Подобная репрезентация – прямая инверсия христианской (исихастской) духовной практики, в которой Телос – обожение, а, в конечном итоге, и его абсолютное условие, Сам Бог. Можно сделать и другой вывод. Как непосредственно очевидно, в аналитике Хайдеггера смерть необычайно возвышается в своем духовном и антропологическом значении: бытийная подлинность существования человека исполняется исключительно в определенном отношении к смерти. Наше соотнесение структур этой аналитики с духовной практикой уточняет эту очевидность. Оно дает формально-структурное доказательство того, что в «Бытии и времени» присутствуют элементы религиозно-мистического отношения к началам смерти, ужаса и ничто.
Для общей характеристики этого этапа пути мыслителя стоит учесть и то, что никаких иных начал, к которым было бы религиозное отношение, здесь нет.* * *
Значительность эволюции, проделанной мыслью Хайдеггера и создающей различия между дискурсом «Бытия и времени» и трудов после «Поворота» (Kehre), наглядно подчеркивается тем, что в этих трудах – у «позднего Хайдеггера», как мы будем говорить, – смерть и ужас практически исчезают, Ничто же вводится в контекст «вопроса о бытии». Исчезает и термин «размыкание». Судьба его отчетливо проступает из следующего пассажа в позднем (1969) хайдеггеровском «Семинаре в Ле Торе»: «Смысл в “Бытии и времени” определяется через область броска; а бросок есть осуществление этого вот бытия (Dasein), т. е. эк-статического выстаивания в открытости бытия. В эк-зистировании этим вот бытием размыкается смысл.
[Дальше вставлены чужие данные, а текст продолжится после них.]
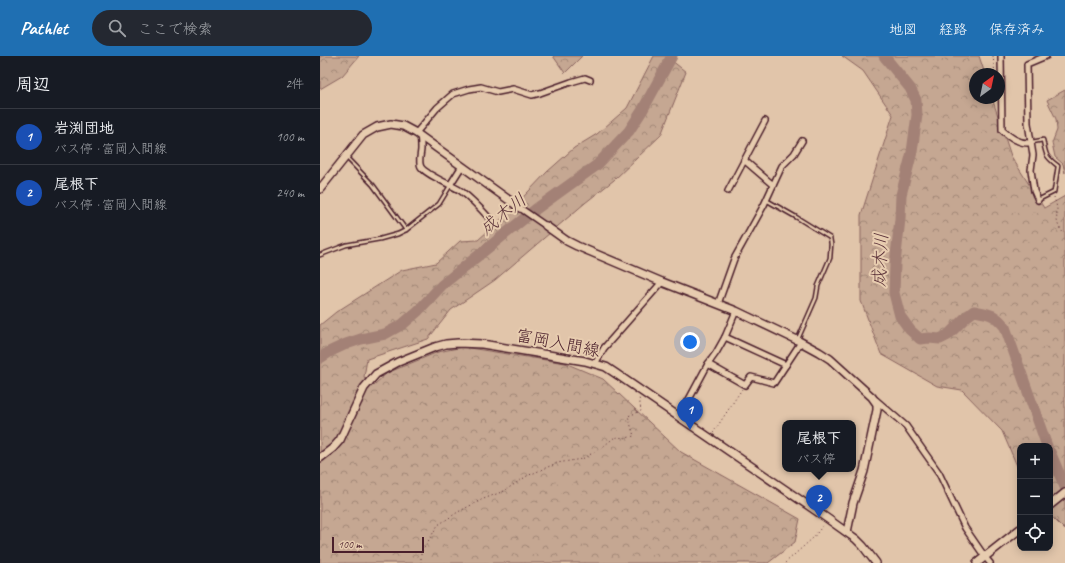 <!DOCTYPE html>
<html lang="ja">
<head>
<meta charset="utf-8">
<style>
	body { margin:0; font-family:Caveat,"Klee One",sans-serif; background:#242831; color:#f1f3f6 }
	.controls { position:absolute; right:12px; bottom:12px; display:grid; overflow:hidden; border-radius:8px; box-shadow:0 2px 10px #0003 }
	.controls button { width:36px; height:36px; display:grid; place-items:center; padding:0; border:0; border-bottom:1px solid #363941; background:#171b24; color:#f1f3f6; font:20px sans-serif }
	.compass { position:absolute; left:649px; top:12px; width:36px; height:36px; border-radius:50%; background:#171b24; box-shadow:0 2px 10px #0003; rotate:33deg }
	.scale { position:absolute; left:12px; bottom:10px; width:92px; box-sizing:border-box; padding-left:4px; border:2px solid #4a1f2b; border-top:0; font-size:11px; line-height:14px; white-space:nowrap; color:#4a1f2b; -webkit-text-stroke:3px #e7ccaf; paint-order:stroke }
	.you { position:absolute; left:370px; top:286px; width:14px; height:14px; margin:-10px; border:3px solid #fff; border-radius:50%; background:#1a73e8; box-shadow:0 0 0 6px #1a73e833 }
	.badge { display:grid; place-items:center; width:26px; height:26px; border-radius:50%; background:#1f6fb2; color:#fff; font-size:13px; font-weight:700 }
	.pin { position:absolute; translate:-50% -33px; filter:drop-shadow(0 1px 2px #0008) }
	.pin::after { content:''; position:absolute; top:21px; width:14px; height:12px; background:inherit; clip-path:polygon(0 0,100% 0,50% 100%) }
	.popup { position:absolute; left:462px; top:364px; width:74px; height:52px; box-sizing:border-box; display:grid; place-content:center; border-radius:8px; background:#171b24; filter:drop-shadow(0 1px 3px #0005); font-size:13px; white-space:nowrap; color:#9ea1a6 }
	.popup b { font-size:15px; color:#f1f3f6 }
	.popup::after { content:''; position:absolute; left:50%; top:100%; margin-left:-8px; border:8px solid transparent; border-top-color:#171b24 }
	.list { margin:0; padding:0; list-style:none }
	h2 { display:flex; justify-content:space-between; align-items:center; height:52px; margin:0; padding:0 16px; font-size:17px }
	h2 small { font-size:13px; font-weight:400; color:#9ea1a6 }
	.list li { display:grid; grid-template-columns:26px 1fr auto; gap:12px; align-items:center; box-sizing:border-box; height:56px; padding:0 16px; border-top:1px solid #363941 }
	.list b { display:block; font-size:15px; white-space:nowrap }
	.list p { margin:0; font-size:13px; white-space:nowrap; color:#9ea1a6 }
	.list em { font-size:13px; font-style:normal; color:#9ea1a6 }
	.icon { flex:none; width:22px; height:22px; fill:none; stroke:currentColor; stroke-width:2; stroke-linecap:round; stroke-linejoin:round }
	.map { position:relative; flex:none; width:745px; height:507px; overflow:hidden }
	header { display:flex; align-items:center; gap:24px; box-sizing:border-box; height:56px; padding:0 20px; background:#1f6fb2; color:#fff }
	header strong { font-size:19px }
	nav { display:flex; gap:22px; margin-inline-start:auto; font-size:14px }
	.search { width:280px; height:36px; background:#242831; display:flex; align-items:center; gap:10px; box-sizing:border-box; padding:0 14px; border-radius:22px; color:#9ea1a6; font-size:15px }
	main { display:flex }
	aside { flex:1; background:#171b24 }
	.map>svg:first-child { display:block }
	.forest { fill:url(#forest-crowns); stroke:#88635e }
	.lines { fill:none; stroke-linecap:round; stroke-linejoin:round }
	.river { stroke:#a38176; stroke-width:11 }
	.lane-casing { stroke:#4a1f2b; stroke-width:5.5 }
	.street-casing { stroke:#4a1f2b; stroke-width:8 }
	.secondary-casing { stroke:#4a1f2b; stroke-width:10 }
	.path { stroke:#4a1f2b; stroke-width:1; stroke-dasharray:1 3; stroke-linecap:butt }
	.lane { stroke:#e7ccaf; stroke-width:2.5 }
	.street { stroke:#e7ccaf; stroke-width:5 }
	.secondary { stroke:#e7ccaf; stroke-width:7 }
	.labels { text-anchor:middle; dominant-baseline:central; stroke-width:4; stroke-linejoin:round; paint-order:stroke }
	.street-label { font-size:17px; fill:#4a1f2b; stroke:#e7ccaf }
	.water-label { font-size:18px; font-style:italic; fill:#5c333a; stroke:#e7ccaf }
</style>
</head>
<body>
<header>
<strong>Pathlet</strong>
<div class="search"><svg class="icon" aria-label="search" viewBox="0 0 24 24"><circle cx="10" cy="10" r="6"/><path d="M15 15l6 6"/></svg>ここで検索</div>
<nav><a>地図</a><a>経路</a><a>保存済み</a></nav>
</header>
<main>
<aside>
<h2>周辺<small>2件</small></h2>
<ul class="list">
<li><span class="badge" style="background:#1a4fb4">1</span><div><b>岩渕団地</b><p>バス停 · 富岡入間線</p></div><em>100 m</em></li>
<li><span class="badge" style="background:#1a4fb4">2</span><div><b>尾根下</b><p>バス停 · 富岡入間線</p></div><em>240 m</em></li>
</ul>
</aside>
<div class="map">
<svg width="745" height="507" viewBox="0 0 745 507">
	<defs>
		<pattern id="forest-crowns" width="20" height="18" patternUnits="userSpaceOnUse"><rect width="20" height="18" fill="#c5a792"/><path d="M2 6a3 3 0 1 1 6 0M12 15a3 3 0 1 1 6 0" fill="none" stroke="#a28777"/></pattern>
	</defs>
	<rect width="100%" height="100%" fill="#e1c5aa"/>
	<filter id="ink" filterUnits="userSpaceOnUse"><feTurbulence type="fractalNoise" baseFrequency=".025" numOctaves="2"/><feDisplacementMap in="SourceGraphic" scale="8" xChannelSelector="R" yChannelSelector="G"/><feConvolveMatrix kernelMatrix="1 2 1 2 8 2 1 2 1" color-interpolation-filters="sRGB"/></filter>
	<g filter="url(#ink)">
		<g class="forest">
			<polygon points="0,0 39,0 22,20 0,33"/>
			<polygon points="233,0 262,0 245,17"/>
			<polygon points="334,0 346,0 366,16 341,79 294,124 265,147 175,224 131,254 108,283 47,303 44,321 54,329 67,317 118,296 143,291 245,307 283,323 361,396 480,463 475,486 448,507 0,507 0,269 16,256 82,214 116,207 140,185 158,184 189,156 227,116 254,92 277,78 307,52"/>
			<polygon points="522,0 659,0 665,18 655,18 655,42 672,42 691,100 724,152 745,140 745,474 730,459 730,390 700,390 700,417 682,375 642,334 617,330 561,298 541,245 541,159 573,59 543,15"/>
			<polygon points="745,34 745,117 743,108 735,101 732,87 737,74 736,63 727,44"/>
		</g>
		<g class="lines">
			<g class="river">
				<path d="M 564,0 L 590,32 L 596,44 L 597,59 L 592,96 L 581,139 L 580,163 L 575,208 L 574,237 L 580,260 L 590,274 L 600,283 L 609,282 L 620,283 L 628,279 L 646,261 L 654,255 C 670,258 675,258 685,271 L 727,390"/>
				<polyline points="0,302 11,295 26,288 41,283 65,278 83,268 98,255 122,229 216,153 277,109 309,75 322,55 352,0"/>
				<polyline points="730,396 745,431"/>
			</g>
			<g class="lane-casing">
				<g id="lane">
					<path d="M 712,86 L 723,84 C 726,99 725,100 738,110 L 734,136 L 718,144"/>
					<polyline points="26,101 53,129 86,174"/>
					<polyline points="446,144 476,161 510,182 511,188 510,202 498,230 496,242 478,283"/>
					<polyline points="0,199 26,189 60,183 78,178 86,174 119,148 130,130"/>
				</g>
			</g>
			<g class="street-casing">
				<g id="street">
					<path d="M 681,0 L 682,74 C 690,81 699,88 711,87"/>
					<polyline points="96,77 117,52 133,38 149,33 161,31 178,36 193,33 212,39 220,37 251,26 265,22 270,24"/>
					<path d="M 100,80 C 101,84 101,88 101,93 C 101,98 98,106 101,111 C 106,119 132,129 141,135 C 152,143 161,153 170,163"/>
					<polyline points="424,104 453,129"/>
					<polyline points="130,129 142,110"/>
					<polyline points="408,135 445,65"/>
					<polyline points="718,144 714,135 711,114 713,99 708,67 707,8 726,0"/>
					<polyline points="200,152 226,170"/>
					<polyline points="398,248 414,203 444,149 462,110 474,98 482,85"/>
					<polyline points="405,281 466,309"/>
					<polyline points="275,308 284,292 342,226"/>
					<polyline points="388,308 425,329 431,321 454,327 481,286"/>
					<polyline points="556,344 586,370 619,417 645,472 665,501 670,507"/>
					<polyline points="359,362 388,308 396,297 405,281 416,255"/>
				</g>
			</g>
			<g class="secondary-casing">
				<g id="secondary">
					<polyline points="0,133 43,79 57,71 71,68 83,70 96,77 200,152"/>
					<polyline points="226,170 247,185 257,190 342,226 416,255 477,284 499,296 510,303 552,341 557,348 557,354 544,415 533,447 527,476"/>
					<polyline points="0,402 13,392 20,384 44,332 56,318 78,306 115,291 126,288 138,287 162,288 265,305 286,311 295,317 508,463 536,483 543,490 556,507"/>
					<polyline points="730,449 745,437"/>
					<polyline points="657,507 700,473"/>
				</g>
			</g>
			<g class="path">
				<polyline points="673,0 675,18"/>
				<path d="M 734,141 C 735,145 737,150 737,154 C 736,163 737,172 745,178"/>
				<polyline points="393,377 422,333"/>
				<polyline points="101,507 101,497 118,469 138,456 161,444 184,435 207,420 237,407 262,403 280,393 295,381 306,382 314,380 308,360 321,355 319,341"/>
				<polyline points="465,507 493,482 504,468"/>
			</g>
			<use href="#lane" class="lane"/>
			<use href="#street" class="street"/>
			<use href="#secondary" class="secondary"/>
		</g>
	</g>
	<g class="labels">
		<g class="street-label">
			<text transform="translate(238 287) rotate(11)">富岡入間線</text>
		</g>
		<g class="water-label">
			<text transform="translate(183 158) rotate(-39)">成木川</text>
			<text transform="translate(560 204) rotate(-87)">成木川</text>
		</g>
	</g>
</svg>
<div class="controls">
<button>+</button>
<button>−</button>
<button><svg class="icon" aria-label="locate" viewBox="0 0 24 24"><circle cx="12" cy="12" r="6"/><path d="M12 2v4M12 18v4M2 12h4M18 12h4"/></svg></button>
</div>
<svg class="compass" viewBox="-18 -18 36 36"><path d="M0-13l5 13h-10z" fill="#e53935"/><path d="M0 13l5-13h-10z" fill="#9ea1a6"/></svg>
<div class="scale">100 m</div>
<div class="you"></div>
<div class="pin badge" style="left:370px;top:374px;background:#1a4fb4">1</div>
<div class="pin badge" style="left:499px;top:462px;background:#1a4fb4">2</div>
<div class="popup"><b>尾根下</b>バス停</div>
</div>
</main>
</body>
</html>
Когда мысль, исходящая из “Бытия и времени”, отказывается от слова смысл бытия в пользу истины бытия, то она подчеркивает впредь больше открытость самого бытия, чем открытость этого вот бытия (Dasein) перед лицом открытости бытия»[651]. Пассаж – емкий. Прежде всего, тут – приговор размыканию в его прежнем смысле, как Erschliessung в экзистенциальной аналитике: когда «смысл бытия» уступает место «истине бытия», размыканию места не остается – в отличие от смысла, истина, если это не новоевропейская истина высказывания, а греко-хайдеггеровская , не есть размыкаемое. Далее, здесь столь же отчетливо, сколь лаконично указана суть позиций «позднего Хайдеггера»: происходит смена приоритетов, вместо отношения присутствие – бытие, в центре дискурса теперь – само бытие и отношение бытие – присутствие. В логике «раннего» дискурса, развертывалось основоустройство присутствия – и выяснялось, что его фундирует бытие, хотя непосредственно – ужас, смерть и ничто. В логике «позднего» дискурса, развертывается основоустройство бытия – и выясняется, что бытию требуется человек (уже не всегда, не во всех контекстах трактуемый как присутствие). Однако в крупном между этими онтологиками конфликта нет, а есть, напротив, фундаментальная общность: всегда и на всех этапах, онтологическое ядро, или «несущая ось» целокупной реальности – это бытие, человек и их отношение, которое может быть определено как их (обоюдная) открытость.Теснейшая смысловая близость открытости и размыкания (разомкнутости) – неотменима, и потому это производящее отношение дискурса с его «антропологической», принадлежащей человеку стороны может быть названо размыкающим
отношением, при широком понимании «размыкания», не ограниченном терминологизацией «Бытия и времени» и допускающем не только «интериоризованную», но и «экстериоризованную» трактовку концепта – как «размыкания человека к бытию», заведомо уже не являющегося размыканием в себе и на себя. Так характеризуется производящее отношение в «Законе тождества» (1957): «Отличительная черта человека в том, что он как мыслящая сущность, открытая бытию, стоит перед бытием, с бытием соотносится и ему таким образом соответствует. Человек, собственно, есть это отношение соответствия, и он есть только это»[652]. Представленная здесь установка, или «расположение» человека есть установка размыкающей обращенности к бытию, разомкнутости к бытию. Притом, эта установка утверждается – ни много, ни мало! – как сама дефиниция человека: размыкание себя к бытию утверждается как определяющее, конститутивное отношение. Итак, у «позднего Хайдеггера» размыкание, хотя и под другими именами, сохранилось в дискурсе. Оно изменило свою природу с «интериоризующей» на «экстериоризующую», однако сохранило свою конститутивность; пусть не столь эксплицитно, но по-прежнему размыкание – парадигма конституции человека.